[Exercise data — start]

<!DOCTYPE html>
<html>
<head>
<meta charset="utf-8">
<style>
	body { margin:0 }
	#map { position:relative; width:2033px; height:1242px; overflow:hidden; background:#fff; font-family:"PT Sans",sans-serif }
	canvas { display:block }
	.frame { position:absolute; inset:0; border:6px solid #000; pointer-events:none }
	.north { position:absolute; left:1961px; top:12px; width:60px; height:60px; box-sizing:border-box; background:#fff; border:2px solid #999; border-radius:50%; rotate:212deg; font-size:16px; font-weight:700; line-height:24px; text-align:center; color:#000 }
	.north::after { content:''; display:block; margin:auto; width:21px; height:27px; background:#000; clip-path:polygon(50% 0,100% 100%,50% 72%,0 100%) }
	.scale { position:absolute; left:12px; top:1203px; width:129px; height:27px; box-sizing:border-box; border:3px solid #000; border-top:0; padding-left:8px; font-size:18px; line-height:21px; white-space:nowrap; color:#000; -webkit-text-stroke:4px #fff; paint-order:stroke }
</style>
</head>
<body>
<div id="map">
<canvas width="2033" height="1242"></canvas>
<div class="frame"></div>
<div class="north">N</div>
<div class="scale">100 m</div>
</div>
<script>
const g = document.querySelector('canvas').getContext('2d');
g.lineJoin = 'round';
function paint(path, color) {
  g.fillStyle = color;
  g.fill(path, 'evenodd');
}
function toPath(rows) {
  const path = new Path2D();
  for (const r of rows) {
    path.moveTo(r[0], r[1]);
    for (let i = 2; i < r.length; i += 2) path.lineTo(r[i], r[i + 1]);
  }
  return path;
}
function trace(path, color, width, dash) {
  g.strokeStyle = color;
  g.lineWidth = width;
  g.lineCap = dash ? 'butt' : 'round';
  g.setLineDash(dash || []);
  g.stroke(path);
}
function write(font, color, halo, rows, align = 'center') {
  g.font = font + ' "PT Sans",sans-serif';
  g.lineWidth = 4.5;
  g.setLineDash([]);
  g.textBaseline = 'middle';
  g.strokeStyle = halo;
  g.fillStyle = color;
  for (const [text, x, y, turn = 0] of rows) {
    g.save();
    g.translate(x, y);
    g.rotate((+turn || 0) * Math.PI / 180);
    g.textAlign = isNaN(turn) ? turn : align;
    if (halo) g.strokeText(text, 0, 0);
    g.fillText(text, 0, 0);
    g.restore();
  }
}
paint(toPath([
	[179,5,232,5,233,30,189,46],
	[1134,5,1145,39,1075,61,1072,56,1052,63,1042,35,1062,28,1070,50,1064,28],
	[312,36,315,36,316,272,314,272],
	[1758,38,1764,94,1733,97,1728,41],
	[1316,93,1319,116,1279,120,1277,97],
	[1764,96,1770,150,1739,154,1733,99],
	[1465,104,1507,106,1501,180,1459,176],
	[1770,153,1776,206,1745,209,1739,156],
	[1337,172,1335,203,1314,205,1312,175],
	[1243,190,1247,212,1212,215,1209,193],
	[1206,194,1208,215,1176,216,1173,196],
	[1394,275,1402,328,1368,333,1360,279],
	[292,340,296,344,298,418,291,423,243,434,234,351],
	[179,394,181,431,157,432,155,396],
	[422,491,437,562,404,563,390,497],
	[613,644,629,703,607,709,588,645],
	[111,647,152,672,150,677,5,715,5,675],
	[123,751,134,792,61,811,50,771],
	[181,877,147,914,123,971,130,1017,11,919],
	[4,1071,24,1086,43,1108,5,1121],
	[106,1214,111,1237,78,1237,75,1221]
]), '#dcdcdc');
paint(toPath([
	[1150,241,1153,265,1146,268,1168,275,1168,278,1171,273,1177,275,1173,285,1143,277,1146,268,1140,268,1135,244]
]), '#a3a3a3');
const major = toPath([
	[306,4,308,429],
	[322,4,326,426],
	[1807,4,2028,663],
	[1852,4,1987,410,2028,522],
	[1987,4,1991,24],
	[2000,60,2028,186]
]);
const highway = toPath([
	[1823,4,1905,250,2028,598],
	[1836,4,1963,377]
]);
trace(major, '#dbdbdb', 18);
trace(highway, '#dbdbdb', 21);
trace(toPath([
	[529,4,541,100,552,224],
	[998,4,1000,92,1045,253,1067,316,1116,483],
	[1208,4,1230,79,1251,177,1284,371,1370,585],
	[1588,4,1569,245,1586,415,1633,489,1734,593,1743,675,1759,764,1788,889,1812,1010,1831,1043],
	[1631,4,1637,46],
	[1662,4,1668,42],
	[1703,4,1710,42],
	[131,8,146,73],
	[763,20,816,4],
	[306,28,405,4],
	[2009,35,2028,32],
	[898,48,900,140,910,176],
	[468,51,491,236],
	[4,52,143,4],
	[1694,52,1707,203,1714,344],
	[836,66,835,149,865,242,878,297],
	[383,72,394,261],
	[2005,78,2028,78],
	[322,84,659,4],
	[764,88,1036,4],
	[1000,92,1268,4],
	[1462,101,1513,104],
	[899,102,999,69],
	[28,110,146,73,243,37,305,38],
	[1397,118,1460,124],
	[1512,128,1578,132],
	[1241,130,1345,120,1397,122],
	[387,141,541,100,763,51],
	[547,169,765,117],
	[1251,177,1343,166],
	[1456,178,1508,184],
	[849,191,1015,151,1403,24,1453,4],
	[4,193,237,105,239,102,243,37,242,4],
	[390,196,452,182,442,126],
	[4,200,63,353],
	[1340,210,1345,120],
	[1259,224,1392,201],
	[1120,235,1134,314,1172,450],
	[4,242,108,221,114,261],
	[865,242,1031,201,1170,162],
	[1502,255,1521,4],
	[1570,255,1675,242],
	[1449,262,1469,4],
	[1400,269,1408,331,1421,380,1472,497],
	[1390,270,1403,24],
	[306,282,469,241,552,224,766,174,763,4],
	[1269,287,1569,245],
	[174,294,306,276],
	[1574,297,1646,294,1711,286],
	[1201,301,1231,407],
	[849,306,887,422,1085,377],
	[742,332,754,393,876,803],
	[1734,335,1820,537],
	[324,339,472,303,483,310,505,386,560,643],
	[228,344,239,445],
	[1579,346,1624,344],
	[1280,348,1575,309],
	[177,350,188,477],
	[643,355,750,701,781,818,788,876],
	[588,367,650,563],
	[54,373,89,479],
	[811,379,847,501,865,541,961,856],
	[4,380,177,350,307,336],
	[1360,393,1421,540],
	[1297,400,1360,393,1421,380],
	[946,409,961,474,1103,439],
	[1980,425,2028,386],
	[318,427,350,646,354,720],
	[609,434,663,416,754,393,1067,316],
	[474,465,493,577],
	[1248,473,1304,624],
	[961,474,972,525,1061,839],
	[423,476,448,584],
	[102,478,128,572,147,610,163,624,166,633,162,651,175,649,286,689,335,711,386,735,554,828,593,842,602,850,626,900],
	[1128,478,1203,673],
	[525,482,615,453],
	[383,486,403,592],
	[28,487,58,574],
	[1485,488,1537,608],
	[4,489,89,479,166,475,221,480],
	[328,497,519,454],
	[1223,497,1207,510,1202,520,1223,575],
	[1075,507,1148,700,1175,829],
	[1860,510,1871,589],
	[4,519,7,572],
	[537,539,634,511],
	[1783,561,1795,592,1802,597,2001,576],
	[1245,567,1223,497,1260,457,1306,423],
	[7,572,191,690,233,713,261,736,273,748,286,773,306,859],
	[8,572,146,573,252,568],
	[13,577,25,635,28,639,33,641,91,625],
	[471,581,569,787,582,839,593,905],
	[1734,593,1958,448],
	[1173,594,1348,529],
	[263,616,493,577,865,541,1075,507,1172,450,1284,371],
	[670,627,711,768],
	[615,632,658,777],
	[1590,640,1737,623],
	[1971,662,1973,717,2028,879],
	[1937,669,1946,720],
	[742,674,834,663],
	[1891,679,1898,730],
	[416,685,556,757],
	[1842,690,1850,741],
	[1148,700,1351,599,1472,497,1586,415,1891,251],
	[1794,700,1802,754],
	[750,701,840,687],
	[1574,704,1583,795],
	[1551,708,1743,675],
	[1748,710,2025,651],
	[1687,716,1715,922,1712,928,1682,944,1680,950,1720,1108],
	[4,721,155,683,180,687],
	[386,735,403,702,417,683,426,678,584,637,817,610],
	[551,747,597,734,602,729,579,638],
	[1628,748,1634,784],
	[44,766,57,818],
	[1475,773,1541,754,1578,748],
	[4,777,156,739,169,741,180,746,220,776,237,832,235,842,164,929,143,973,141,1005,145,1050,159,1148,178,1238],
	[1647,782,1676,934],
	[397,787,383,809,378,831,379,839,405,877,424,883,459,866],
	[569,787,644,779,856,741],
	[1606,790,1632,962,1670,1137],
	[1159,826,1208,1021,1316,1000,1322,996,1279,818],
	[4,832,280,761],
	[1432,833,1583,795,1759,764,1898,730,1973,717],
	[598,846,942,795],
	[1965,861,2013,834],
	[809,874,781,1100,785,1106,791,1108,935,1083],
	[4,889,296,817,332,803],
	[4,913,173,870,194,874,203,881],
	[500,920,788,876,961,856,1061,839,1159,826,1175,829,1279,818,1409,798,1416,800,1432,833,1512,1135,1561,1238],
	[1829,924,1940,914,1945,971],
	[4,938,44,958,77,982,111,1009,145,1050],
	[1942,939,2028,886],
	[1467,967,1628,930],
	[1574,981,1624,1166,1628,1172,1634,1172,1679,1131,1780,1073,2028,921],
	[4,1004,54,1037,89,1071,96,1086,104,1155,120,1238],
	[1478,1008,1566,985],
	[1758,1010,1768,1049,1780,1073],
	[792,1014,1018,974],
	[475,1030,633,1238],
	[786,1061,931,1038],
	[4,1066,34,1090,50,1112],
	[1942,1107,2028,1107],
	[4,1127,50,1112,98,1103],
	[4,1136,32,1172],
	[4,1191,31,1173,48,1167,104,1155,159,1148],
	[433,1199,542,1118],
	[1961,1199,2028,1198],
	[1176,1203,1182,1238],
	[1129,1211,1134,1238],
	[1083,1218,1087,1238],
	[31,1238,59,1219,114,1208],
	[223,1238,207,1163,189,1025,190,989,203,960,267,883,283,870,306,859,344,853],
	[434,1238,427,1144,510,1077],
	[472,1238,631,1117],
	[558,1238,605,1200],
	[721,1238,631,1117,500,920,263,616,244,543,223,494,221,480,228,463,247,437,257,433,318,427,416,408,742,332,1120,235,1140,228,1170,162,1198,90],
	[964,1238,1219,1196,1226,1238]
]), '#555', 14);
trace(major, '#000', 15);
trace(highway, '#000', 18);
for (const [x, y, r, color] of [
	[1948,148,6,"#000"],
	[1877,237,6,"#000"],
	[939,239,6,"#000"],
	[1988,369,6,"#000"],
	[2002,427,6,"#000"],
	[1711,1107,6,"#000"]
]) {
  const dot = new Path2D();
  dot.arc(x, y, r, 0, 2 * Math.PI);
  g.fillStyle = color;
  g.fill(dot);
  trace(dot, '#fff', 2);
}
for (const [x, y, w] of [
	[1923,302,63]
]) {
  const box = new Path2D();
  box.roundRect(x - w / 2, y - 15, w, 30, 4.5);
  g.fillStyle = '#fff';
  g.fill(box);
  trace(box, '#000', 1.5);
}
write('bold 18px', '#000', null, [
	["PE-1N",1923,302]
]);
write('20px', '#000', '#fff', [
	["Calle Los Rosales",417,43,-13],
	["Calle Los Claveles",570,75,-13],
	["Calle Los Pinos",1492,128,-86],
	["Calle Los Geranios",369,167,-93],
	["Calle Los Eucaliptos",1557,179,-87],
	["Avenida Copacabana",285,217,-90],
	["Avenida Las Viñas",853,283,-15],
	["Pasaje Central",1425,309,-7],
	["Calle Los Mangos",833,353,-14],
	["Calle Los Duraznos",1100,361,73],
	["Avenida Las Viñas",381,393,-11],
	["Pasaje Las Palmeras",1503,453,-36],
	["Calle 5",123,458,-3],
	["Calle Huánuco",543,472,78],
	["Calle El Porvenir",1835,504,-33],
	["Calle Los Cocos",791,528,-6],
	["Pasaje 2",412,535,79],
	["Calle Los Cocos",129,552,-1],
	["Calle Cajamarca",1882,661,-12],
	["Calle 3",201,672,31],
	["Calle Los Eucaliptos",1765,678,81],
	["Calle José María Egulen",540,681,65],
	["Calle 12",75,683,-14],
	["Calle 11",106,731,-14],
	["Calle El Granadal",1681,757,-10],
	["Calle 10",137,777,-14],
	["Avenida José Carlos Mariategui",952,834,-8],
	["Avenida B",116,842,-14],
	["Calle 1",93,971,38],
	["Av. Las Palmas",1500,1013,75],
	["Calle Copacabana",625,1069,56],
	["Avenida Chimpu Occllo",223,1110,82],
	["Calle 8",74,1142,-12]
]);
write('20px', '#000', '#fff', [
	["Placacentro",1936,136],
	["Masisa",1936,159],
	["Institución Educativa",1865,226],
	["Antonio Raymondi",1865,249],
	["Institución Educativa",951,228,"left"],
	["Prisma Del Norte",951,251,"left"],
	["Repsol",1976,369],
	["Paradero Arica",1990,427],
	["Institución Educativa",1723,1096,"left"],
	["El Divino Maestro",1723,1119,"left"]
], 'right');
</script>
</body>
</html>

[Exercise data — finish]

*Try it*:
Set the entries down again exactly, beginning with their first line and ending with the line that contains "g.textAlign = isNaN(turn) ? turn : align;"; omit all other lines.

*Your solution*:
<!DOCTYPE html>
<html>
<head>
<meta charset="utf-8">
<style>
	body { margin:0 }
	#map { position:relative; width:2033px; height:1242px; overflow:hidden; background:#fff; font-family:"PT Sans",sans-serif }
	canvas { display:block }
	.frame { position:absolute; inset:0; border:6px solid #000; pointer-events:none }
	.north { position:absolute; left:1961px; top:12px; width:60px; height:60px; box-sizing:border-box; background:#fff; border:2px solid #999; border-radius:50%; rotate:212deg; font-size:16px; font-weight:700; line-height:24px; text-align:center; color:#000 }
	.north::after { content:''; display:block; margin:auto; width:21px; height:27px; background:#000; clip-path:polygon(50% 0,100% 100%,50% 72%,0 100%) }
	.scale { position:absolute; left:12px; top:1203px; width:129px; height:27px; box-sizing:border-box; border:3px solid #000; border-top:0; padding-left:8px; font-size:18px; line-height:21px; white-space:nowrap; color:#000; -webkit-text-stroke:4px #fff; paint-order:stroke }
</style>
</head>
<body>
<div id="map">
<canvas width="2033" height="1242"></canvas>
<div class="frame"></div>
<div class="north">N</div>
<div class="scale">100 m</div>
</div>
<script>
const g = document.querySelector('canvas').getContext('2d');
g.lineJoin = 'round';
function paint(path, color) {
  g.fillStyle = color;
  g.fill(path, 'evenodd');
}
function toPath(rows) {
  const path = new Path2D();
  for (const r of rows) {
    path.moveTo(r[0], r[1]);
    for (let i = 2; i < r.length; i += 2) path.lineTo(r[i], r[i + 1]);
  }
  return path;
}
function trace(path, color, width, dash) {
  g.strokeStyle = color;
  g.lineWidth = width;
  g.lineCap = dash ? 'butt' : 'round';
  g.setLineDash(dash || []);
  g.stroke(path);
}
function write(font, color, halo, rows, align = 'center') {
  g.font = font + ' "PT Sans",sans-serif';
  g.lineWidth = 4.5;
  g.setLineDash([]);
  g.textBaseline = 'middle';
  g.strokeStyle = halo;
  g.fillStyle = color;
  for (const [text, x, y, turn = 0] of rows) {
    g.save();
    g.translate(x, y);
    g.rotate((+turn || 0) * Math.PI / 180);
    g.textAlign = isNaN(turn) ? turn : align;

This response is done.